*Data under study*.
□ □ □ □
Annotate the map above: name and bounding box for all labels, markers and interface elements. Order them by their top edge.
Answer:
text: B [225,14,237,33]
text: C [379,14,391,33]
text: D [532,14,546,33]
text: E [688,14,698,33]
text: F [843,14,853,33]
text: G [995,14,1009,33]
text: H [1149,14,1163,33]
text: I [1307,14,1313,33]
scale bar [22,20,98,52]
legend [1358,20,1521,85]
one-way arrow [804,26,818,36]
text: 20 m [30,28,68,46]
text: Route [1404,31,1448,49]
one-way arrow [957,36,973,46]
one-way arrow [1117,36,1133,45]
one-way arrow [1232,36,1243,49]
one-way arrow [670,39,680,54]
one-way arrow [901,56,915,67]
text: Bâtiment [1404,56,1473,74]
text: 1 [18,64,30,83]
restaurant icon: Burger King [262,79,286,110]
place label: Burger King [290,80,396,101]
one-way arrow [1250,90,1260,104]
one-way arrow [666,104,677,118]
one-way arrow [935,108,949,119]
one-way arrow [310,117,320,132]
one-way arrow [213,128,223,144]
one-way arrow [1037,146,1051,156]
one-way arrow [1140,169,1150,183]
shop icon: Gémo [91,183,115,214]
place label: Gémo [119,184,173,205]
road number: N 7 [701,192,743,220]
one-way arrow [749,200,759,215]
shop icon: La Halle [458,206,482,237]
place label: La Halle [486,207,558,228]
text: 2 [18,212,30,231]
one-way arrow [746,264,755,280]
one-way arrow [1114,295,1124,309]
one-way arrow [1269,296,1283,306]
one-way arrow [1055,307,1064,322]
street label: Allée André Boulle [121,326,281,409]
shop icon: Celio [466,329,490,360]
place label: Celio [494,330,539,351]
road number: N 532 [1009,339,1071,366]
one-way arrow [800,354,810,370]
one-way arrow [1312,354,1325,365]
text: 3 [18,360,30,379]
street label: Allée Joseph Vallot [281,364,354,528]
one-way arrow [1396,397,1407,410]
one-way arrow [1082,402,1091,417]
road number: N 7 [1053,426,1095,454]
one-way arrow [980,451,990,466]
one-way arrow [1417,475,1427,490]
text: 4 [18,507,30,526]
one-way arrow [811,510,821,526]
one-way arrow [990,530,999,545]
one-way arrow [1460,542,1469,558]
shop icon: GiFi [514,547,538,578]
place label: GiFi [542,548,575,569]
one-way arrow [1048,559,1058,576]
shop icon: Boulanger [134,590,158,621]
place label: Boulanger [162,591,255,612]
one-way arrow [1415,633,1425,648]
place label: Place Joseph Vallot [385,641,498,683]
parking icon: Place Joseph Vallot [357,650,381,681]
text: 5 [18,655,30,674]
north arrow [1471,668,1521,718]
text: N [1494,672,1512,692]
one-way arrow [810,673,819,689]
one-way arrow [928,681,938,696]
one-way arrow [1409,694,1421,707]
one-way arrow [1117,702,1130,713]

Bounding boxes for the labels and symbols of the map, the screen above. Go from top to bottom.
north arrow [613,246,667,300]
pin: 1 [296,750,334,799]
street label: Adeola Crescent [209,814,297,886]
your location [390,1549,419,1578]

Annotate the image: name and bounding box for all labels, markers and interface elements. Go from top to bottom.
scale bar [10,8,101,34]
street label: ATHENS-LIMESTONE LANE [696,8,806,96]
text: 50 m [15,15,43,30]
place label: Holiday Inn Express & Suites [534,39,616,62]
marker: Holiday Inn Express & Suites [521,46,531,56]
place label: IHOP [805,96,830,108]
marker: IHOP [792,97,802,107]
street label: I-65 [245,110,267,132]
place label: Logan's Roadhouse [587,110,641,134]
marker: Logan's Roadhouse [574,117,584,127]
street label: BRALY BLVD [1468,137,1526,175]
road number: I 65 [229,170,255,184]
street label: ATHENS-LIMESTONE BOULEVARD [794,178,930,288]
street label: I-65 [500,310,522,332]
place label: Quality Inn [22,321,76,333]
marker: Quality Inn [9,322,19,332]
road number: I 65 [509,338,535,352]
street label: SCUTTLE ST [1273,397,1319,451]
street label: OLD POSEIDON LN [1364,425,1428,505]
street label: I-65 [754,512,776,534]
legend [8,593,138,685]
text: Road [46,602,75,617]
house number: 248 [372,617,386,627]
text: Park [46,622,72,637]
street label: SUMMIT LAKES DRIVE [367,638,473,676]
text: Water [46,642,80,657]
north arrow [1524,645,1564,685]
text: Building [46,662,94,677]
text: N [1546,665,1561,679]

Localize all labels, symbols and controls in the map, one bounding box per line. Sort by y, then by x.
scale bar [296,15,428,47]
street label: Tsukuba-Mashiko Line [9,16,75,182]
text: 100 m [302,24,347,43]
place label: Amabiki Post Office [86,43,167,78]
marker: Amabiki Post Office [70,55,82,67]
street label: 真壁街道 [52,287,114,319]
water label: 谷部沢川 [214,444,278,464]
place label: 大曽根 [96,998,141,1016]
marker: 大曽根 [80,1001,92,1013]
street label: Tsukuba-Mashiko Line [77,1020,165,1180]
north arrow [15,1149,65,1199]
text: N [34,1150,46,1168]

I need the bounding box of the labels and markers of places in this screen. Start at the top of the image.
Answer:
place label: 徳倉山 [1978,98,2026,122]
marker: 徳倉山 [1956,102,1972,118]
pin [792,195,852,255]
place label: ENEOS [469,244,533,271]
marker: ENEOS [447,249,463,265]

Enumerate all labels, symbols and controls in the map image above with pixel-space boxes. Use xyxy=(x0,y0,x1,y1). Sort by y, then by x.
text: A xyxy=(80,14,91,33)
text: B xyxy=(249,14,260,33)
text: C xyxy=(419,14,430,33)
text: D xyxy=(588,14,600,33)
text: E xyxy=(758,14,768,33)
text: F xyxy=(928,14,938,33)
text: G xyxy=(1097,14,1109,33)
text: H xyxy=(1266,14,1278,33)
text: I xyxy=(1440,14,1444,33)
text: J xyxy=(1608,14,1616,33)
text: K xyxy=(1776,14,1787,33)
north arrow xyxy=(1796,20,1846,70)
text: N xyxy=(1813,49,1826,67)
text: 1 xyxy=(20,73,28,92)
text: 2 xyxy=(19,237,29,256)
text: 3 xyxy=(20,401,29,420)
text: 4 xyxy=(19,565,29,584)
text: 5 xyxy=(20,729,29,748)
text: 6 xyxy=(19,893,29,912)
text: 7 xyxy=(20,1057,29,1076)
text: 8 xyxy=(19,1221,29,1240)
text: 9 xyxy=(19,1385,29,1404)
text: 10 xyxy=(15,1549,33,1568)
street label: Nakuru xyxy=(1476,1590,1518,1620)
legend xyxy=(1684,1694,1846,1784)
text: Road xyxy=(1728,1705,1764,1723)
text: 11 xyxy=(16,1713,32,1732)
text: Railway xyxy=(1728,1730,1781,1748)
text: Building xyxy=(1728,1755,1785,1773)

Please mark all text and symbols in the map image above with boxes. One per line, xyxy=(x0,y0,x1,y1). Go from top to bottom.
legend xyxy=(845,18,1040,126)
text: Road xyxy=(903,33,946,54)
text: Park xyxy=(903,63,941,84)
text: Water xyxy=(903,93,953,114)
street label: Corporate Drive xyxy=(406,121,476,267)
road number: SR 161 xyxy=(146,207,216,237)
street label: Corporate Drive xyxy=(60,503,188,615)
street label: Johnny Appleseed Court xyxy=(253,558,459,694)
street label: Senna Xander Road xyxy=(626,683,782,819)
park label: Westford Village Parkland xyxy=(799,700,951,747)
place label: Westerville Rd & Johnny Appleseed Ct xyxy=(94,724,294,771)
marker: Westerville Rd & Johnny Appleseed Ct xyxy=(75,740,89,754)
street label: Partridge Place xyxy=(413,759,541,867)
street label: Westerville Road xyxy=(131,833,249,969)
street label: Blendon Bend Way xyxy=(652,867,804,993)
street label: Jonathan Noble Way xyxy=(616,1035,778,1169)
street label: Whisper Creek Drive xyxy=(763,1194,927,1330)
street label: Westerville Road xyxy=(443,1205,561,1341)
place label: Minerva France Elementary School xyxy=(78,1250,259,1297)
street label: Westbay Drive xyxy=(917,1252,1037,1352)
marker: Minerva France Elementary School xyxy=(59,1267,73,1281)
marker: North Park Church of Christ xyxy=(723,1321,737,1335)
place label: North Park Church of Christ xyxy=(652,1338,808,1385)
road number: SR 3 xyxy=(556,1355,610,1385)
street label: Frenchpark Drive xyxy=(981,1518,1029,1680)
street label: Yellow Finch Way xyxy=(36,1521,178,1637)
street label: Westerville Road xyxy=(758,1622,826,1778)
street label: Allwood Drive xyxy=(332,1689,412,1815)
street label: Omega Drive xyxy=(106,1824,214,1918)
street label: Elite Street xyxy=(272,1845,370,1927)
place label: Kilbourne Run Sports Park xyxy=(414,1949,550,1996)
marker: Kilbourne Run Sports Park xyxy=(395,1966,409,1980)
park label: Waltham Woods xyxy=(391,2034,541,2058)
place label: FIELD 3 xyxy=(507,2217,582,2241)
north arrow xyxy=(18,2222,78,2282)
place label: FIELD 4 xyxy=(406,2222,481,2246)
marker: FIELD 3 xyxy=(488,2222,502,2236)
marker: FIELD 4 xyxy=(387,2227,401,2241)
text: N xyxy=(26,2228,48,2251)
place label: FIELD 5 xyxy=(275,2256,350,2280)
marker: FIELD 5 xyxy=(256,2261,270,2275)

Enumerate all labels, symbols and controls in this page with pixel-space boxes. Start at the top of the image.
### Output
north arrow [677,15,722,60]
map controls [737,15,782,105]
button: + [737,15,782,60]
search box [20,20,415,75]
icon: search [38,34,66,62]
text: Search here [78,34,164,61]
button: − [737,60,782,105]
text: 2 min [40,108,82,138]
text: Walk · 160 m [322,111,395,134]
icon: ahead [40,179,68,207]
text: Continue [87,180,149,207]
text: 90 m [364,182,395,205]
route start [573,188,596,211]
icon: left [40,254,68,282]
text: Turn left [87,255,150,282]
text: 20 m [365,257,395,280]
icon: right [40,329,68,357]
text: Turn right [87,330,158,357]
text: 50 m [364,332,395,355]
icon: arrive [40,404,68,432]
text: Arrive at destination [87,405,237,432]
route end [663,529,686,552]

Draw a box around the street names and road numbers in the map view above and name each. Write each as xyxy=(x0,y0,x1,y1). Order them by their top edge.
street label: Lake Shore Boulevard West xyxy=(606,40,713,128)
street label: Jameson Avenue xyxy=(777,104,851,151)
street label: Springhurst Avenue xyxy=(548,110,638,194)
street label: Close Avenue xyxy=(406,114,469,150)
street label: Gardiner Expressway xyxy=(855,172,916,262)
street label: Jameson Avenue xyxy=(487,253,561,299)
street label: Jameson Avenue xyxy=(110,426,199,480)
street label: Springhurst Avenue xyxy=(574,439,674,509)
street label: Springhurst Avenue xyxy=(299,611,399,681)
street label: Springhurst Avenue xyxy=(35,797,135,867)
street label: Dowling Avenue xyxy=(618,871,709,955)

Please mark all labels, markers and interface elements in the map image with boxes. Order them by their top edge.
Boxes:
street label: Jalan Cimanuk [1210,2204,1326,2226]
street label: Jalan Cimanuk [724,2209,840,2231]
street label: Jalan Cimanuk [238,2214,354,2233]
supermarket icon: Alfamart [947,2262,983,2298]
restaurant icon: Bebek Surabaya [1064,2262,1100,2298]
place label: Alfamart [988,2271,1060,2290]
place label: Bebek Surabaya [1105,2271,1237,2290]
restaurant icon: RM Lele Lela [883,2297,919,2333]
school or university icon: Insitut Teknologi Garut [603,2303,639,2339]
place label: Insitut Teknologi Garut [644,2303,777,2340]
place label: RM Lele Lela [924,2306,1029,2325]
□ □ □ □
*What is needed*.
Across the records above, show each line containing the word "Joseph".

*Solution to the problem*.
street label: Allée Joseph Vallot [281,364,354,528]
place label: Place Joseph Vallot [385,641,498,683]
parking icon: Place Joseph Vallot [357,650,381,681]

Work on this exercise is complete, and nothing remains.